Pois, sim! E levando a psicanálise de orientação lacaniana para fora da Escola, a ponte construída teve trilha sonora. O destaque do evento foi, por meio da escuta atenta de Cleyton, uma música que foi usada como provocação. Cleyton pediu para que a música que tocasse enquanto os ouvintes adentrassem o auditório fosse o clássico Take on Me, de 1985, da banda A-Ha. Antes de sua fala, ele também pediu para passar um clipe, em que uma personagem adolescente da série Last of Us canta um cover suave da canção Take on Me. Ora, teria ele errado de série? Claro que não! Essa música também estava na série Adolescência, num momento crucial recortado pelo palestrante, em que o pai de Jamie, o personagem principal, conta como conheceu a mãe ao som dessa música, e como se deu esse encontro amoroso, lá quando ele tinha 13 anos.
Em seu comentário, Cleyton elogia a série e destaca que sua estrutura com episódios em plano sequência não nos dá trégua ou tempo para respirar. Ficamos imersos na narrativa que não se apresenta por meio de uma estética de oposições. Não se trata de descobrir o que aconteceu ou quem foi o autor. Sabe-se tudo, desde o início. Aliás, sabe-se o não-todo e esse é o ponto, o ponto cego no olhar. O não saber no interior daquilo que se sabe, marca do sujeito moderno apresentado por Freud. Não há diagnósticos, a família é funcional, não há nada que justifique o absurdo além do sem sentido do ato ao qual gira a trama da série.
No desenrolar de enunciados sobre o acontecido, foi destacado o encontro de Jamie com a psicóloga forense, que, por meio da sua escuta, desempenha uma função análoga à clínica psicanalítica, por mais que não estivesse ali para isso. Despida das certezas, sustentando uma posição de não saber, a analista por ocasião dá voz à enunciação, que surge nos rompantes agressivos/amorosos do jovem. Há algo ali que denuncia uma falta.

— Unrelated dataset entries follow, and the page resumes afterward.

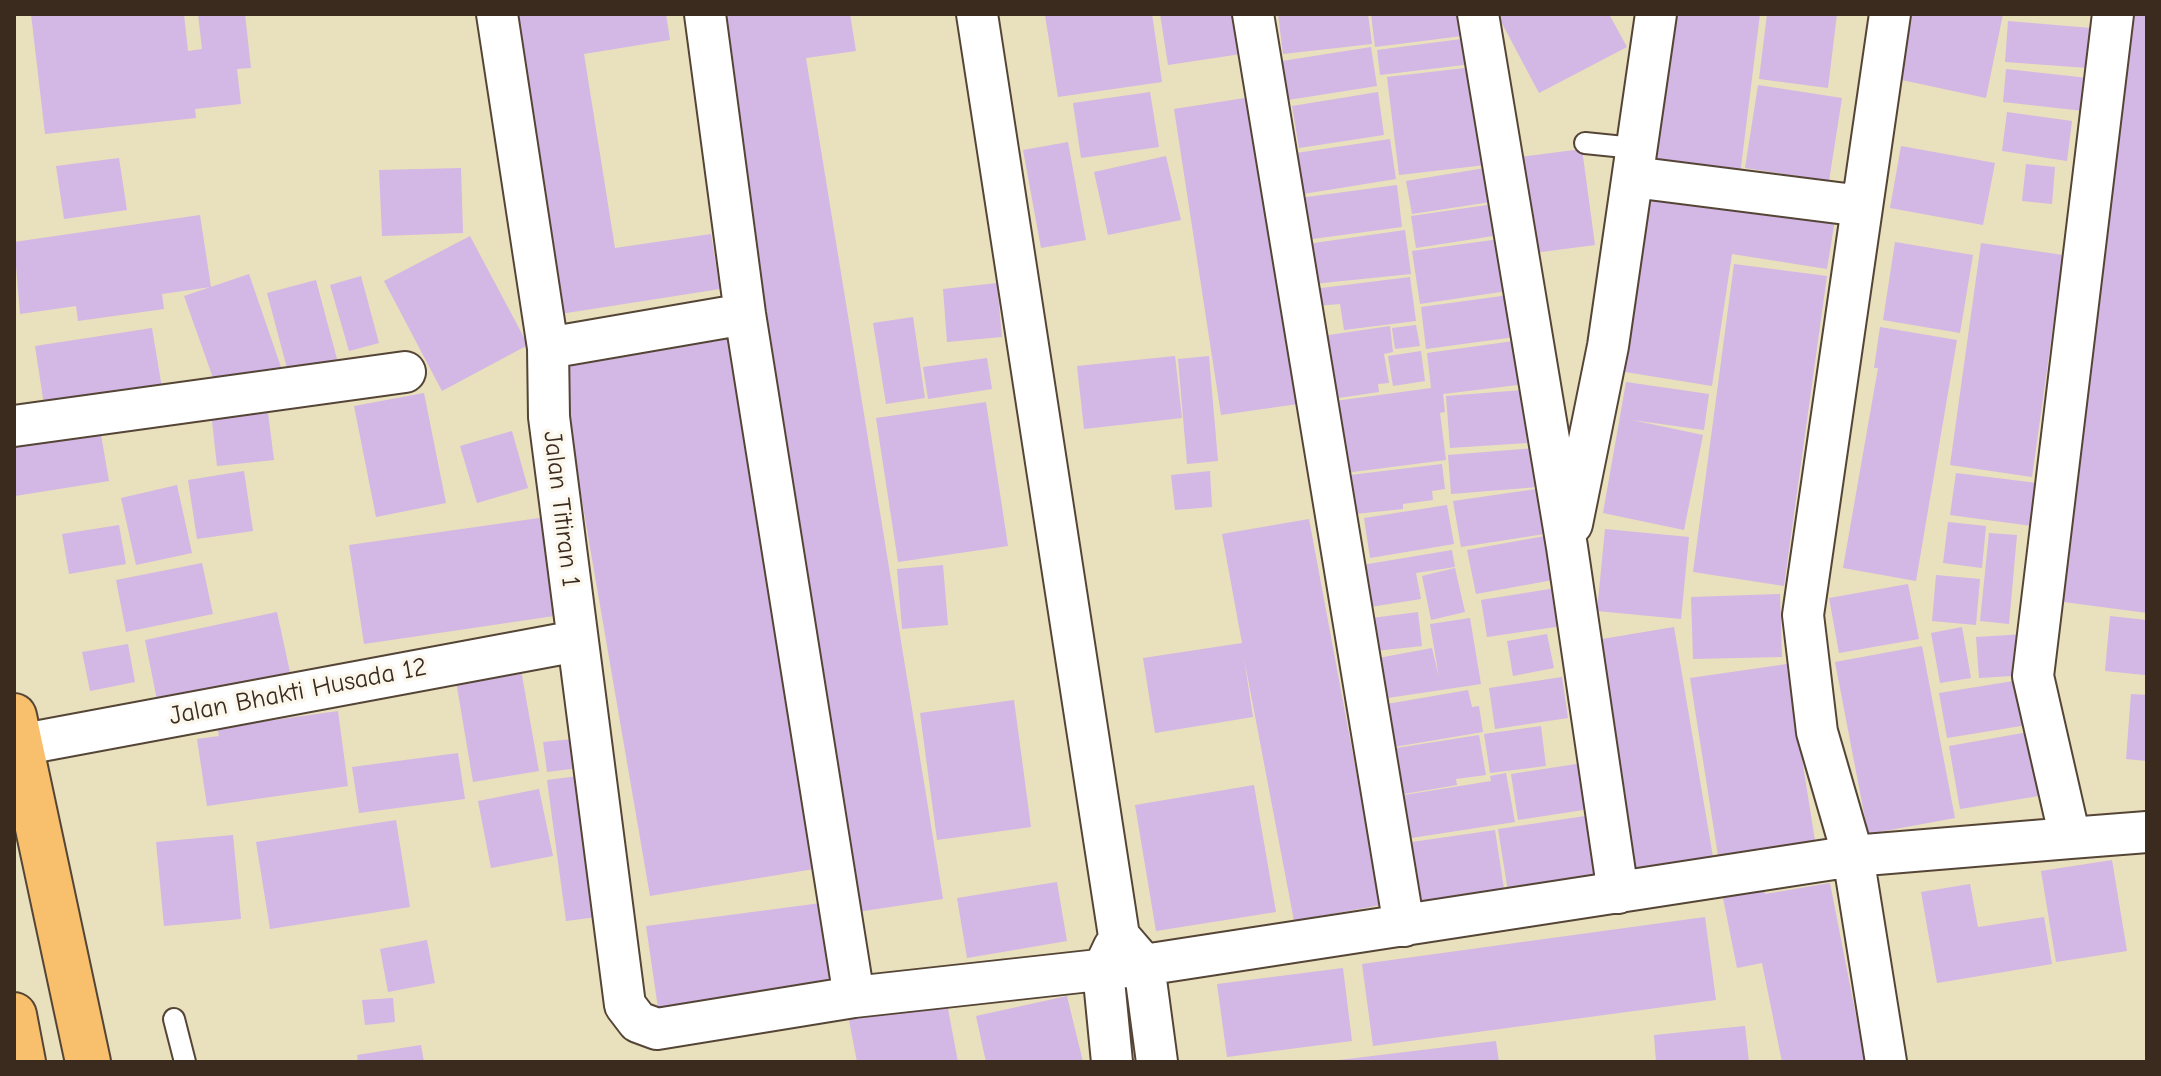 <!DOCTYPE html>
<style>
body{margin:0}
#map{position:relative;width:2161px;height:1076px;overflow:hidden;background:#e9e0bd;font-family:"Comic Neue",sans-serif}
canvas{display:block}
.frame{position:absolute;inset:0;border:16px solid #3b2a1e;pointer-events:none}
</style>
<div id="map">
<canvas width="2161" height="1076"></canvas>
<div class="frame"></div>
</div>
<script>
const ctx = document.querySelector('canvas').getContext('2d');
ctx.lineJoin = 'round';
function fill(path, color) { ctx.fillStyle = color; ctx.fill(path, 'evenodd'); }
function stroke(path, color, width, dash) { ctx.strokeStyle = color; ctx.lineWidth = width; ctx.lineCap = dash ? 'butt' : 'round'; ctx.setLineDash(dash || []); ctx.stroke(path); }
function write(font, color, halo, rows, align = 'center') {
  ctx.font = font + ' "Comic Neue",sans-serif'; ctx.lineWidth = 7; ctx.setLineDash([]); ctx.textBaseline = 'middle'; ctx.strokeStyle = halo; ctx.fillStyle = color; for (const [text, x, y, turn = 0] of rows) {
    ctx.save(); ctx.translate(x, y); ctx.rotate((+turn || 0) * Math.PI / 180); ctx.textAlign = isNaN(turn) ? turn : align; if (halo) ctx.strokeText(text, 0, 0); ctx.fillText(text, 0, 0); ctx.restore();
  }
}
fill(new Path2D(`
 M 31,14 L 184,14 L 188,51 L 202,49 L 198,14 L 245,14 L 251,68 L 237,69 L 241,104 L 195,109 L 196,118 L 45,134 Z
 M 513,14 L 666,14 L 670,40 L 584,54 L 615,248 L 711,234 L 720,289 L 560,314 Z
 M 712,14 L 850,14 L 856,51 L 806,58 L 943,899 L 857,912 Z
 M 1152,14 L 1162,82 L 1058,97 L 1045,15 Z
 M 1160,14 L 1234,14 L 1241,54 L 1168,65 Z
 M 1278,14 L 1368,14 L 1372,44 L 1283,54 Z
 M 1371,14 L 1467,14 L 1470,35 L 1375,47 Z
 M 1497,14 L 1609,14 L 1627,47 L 1539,93 Z
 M 1671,14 L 1760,14 L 1740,175 L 1653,165 Z
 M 1767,14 L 1837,14 L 1828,88 L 1759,79 Z
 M 1910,14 L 2003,14 L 1986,98 L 1897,79 Z
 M 2127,14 L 2147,14 L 2147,613 L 2056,601 Z
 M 2008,21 L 2091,28 L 2088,68 L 2005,62 Z
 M 1469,38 L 1472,64 L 1380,75 L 1377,50 Z
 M 1371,47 L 1377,86 L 1288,100 L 1282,61 Z
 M 1482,66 L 1494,164 L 1399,175 L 1387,77 Z
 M 2006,69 L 2088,78 L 2084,111 L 2003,102 Z
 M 1758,85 L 1842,98 L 1829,181 L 1745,168 Z
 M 1150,92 L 1159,147 L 1081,158 L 1073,103 Z
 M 1378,92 L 1384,135 L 1299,148 L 1292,106 Z
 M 1251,97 L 1298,404 L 1221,415 L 1174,109 Z
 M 2007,112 L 2072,121 L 2067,161 L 2002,151 Z
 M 1390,139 L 1396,179 L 1303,194 L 1296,153 Z
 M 1068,142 L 1086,240 L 1041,248 L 1023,150 Z
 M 1901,146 L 1995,163 L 1983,225 L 1890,208 Z
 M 1582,149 L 1595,245 L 1526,254 L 1512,158 Z
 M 1166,156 L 1181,220 L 1108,235 L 1094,172 Z
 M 119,158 L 127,210 L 64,219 L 56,166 Z
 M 2026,164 L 2055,167 L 2052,204 L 2022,201 Z
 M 1491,167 L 1497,201 L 1412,214 L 1406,181 Z
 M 461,168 L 463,233 L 382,236 L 379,170 Z
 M 1397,185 L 1402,227 L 1305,240 L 1299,198 Z
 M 1653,185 L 1836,213 L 1827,269 L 1732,254 L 1712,386 L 1625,372 Z
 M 1501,203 L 1506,234 L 1416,248 L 1411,216 Z
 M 200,215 L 211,287 L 162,294 L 164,309 L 78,321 L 76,306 L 20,314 L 14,242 Z
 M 1405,230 L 1411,274 L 1313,284 L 1307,244 Z
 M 470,236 L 528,345 L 442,391 L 384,281 Z
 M 1507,238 L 1514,290 L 1420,304 L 1412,251 Z
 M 1895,242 L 1973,255 L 1960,333 L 1883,320 Z
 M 1981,243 L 2063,255 L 2032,477 L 1950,465 Z
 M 1734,264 L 1827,276 L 1784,586 L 1693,572 Z
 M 249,274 L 282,370 L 218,392 L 184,296 Z
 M 361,276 L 379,343 L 349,351 L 330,285 Z
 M 1410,277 L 1416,321 L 1344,330 L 1340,304 L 1315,306 L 1313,289 Z
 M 316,280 L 337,359 L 288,372 L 267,293 Z
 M 997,283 L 1002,337 L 947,342 L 943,289 Z
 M 1509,295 L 1515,337 L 1426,349 L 1421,307 Z
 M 913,317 L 925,398 L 886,404 L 873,323 Z
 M 1416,325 L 1420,346 L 1395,349 L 1392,328 Z
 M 1390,326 L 1393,352 L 1384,354 L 1389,383 L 1378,384 L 1379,392 L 1332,399 L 1322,336 Z
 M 1880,327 L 1957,340 L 1916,581 L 1843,568 L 1878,368 L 1874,368 Z
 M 152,328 L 162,388 L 44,405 L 35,346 Z
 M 729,338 L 820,868 L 650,896 L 559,367 Z
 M 1521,340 L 1526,384 L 1443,394 L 1445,412 L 1440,413 L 1446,460 L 1345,473 L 1335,401 L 1431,388 L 1427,353 Z
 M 1421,351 L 1425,381 L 1393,386 L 1388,356 Z
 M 1175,356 L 1182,418 L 1084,429 L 1077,366 Z
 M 1209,356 L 1218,461 L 1187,464 L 1178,359 Z
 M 987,358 L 992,389 L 928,399 L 923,367 Z
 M 1626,382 L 1709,394 L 1704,430 L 1632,420 L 1703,435 L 1684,530 L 1603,513 Z
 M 1523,390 L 1527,443 L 1450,448 L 1446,396 Z
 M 424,393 L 446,503 L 376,517 L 354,406 Z
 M 986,402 L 1008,546 L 898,562 L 876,418 Z
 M 267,405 L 274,460 L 217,466 L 211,412 Z
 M 98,417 L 109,481 L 15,496 L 14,431 Z
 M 512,431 L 528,488 L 477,503 L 460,446 Z
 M 1535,448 L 1538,487 L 1451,494 L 1448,455 Z
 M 1442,464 L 1445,489 L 1432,491 L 1433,500 L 1403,504 L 1403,509 L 1355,514 L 1350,475 Z
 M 244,471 L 253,531 L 197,539 L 188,480 Z
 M 1210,471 L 1212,507 L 1175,510 L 1171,475 Z
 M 1956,473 L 2037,483 L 2032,526 L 1950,515 Z
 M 177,485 L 192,553 L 136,565 L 121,498 Z
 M 1543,488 L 1551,533 L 1461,547 L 1453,501 Z
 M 1447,505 L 1454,544 L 1370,558 L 1364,518 Z
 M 546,517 L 561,615 L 364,644 L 349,545 Z
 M 1309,519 L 1381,905 L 1294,921 L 1244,658 L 1253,717 L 1155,733 L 1143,658 L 1242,643 L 1222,534 Z
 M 1948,522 L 1986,526 L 1982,568 L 1943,563 Z
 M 119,525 L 126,564 L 69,574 L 62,534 Z
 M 1605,529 L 1689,537 L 1681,619 L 1597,611 Z
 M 1989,533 L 2017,535 L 2009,624 L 1980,621 Z
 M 1545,536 L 1553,580 L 1476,594 L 1467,550 Z
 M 1452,550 L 1455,567 L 1416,573 L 1421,599 L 1370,607 L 1362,565 Z
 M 202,563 L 213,614 L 126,632 L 116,580 Z
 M 943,565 L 948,625 L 902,629 L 897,569 Z
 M 1455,568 L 1465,612 L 1431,620 L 1422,576 Z
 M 1936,575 L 1980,579 L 1976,625 L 1932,621 Z
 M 1908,584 L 1919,639 L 1839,653 L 1829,598 Z
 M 1556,588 L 1562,626 L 1487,637 L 1481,600 Z
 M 1780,594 L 1782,657 L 1693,659 L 1691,597 Z
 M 277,612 L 291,677 L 158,705 L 145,640 Z
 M 1418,612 L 1422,646 L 1375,651 L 1372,618 Z
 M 2110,616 L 2147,620 L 2145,675 L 2105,671 Z
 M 1470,618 L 1481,684 L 1381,699 L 1373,659 L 1432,648 L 1439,677 L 1430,624 Z
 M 1674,627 L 1713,857 L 1634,869 L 1596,640 Z
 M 1962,627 L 1971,678 L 1940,683 L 1931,633 Z
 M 1547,634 L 1554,668 L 1513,676 L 1507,641 Z
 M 2026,634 L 2029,675 L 1979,678 L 1976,637 Z
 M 128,644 L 135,682 L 90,691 L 82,652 Z
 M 1922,646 L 1955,818 L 1868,834 L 1835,662 Z
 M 1787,664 L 1816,847 L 1719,862 L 1690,678 Z
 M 521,670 L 539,771 L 473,782 L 456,681 Z
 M 1562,677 L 1568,718 L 1495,729 L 1489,688 Z
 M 2026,679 L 2033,724 L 1947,738 L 1939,693 Z
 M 1468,690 L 1472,707 L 1479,706 L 1483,732 L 1394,747 L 1387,704 Z
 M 2131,694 L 2147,695 L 2147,761 L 2126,759 Z
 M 1014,700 L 1031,827 L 937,840 L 920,713 Z
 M 338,711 L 348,786 L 207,806 L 197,739 L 219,736 L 217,728 Z
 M 1541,726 L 1546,766 L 1490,773 L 1484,734 Z
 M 2034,731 L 2045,795 L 1960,809 L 1949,746 Z
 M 1479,735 L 1486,775 L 1456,779 L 1457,785 L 1398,795 L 1390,749 Z
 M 583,738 L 587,767 L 547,772 L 543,742 Z
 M 458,753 L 465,799 L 359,813 L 352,767 Z
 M 1583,763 L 1590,809 L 1518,820 L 1511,774 Z
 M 1506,773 L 1515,822 L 1405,839 L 1398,796 L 1491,781 L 1490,776 Z
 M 586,775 L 605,916 L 566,921 L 547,780 Z
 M 1254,785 L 1276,912 L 1156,931 L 1135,805 Z
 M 539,789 L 553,856 L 491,868 L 478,801 Z
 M 1585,816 L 1596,891 L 1510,904 L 1498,829 Z
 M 396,820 L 410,907 L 270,929 L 256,842 Z
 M 1495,830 L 1506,902 L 1409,916 L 1398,844 Z
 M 233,835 L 241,919 L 164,926 L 156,842 Z
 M 2112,860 L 2127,951 L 2056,962 L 2041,871 Z
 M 1057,882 L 1067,941 L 967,958 L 957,898 Z
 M 1830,883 L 1865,1062 L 1782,1062 L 1762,963 L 1737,968 L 1722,893 L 1763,885 L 1765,894 Z
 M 1970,884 L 1978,927 L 2044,917 L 2052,964 L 1937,983 L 1921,892 Z
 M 821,903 L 832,984 L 658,1008 L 646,926 Z
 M 1705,917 L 1716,1000 L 1373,1046 L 1362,964 Z
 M 427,940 L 435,983 L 388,992 L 380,949 Z
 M 1343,968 L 1352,1041 L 1227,1057 L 1217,984 Z
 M 1067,996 L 1083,1062 L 986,1062 L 976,1016 Z
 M 393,998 L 395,1022 L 365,1025 L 362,1000 Z
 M 946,998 L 958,1062 L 857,1062 L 848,1015 Z
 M 1745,1026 L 1749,1062 L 1656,1062 L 1654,1035 Z
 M 1496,1041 L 1499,1062 L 1339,1062 L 1339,1060 Z
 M 421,1045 L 424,1062 L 358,1062 L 357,1055 Z`), '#d3b7e5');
const lane = new Path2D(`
 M 1585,143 L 1634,148
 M 174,1019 L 185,1062`);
const street = new Path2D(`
 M 497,14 L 548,348 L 549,417 L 625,1005 L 638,1022 L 657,1029 L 854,997 L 1144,965 L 1853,856 L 2070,838 L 2033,676 L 2113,14
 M 705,14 L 745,314 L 854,997
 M 977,14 L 1119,936 L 1144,965 L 1157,1062
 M 1253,14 L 1404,926
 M 1478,14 L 1567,547 L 1618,893
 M 1633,177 L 1862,206
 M 548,348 L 745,314
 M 14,426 L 405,372
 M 1572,524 L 1608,346 L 1656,14
 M 19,745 L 577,641
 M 2070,838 L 2147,832
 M 1112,1062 L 1103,970 L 1114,947
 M 1886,1062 L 1853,856 L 1817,732 L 1803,615 L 1890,14`);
const primary = new Path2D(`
 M 14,716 L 88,1062
 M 14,1015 L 23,1062`);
stroke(lane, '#554536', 24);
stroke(street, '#554536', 44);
stroke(primary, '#554536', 48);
stroke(lane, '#fff', 20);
stroke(street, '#fff', 40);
stroke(primary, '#f8bf6c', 44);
write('26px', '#3b2a1e', '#fbf7ec', [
 ["Jalan Titiran 1",561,509,83],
 ["Jalan Bhakti Husada 12",298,692,-11]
]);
</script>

Algo não foi transmitido ao personagem principal, ficando fora de seu registro. Algo do pai que poderia tirá-lo da unicidade do gozo centrado no Eu, abrindo portas para uma pluralidade do não saber, dos encontros e desencontros. Algo que não pode ser reduzido a uma incompetência do pai, mas também à característica de uma época.
Cleyton nos lembra que Take on Me significa “me dê uma chance”, “me aceite”, “aposte em mim”. Uma demanda amorosa ao Outro, feita sem garantias. Jamie não suporta a rejeição da garota, e diante do desencontro amoroso, passa ao ato, diferente do que o pai foi capaz. A inquietação que a série produziu nos pais da vida real se manifestou também no auditório, que demandou por soluções, por garantias. Como fazer? Como criar bem os filhos?
A transmissão de Rafaella e Cleyton foi generosa com o público, e ressoou bem, por meio da conversação com perguntas interessadas e não-todo respondidas. A psicanálise se mostrou questionadora, aproveitando as brechas encontradas para apresentar um outro discurso, subversivo à certeza e às garantias. Que as discussões continuem nas jornadas.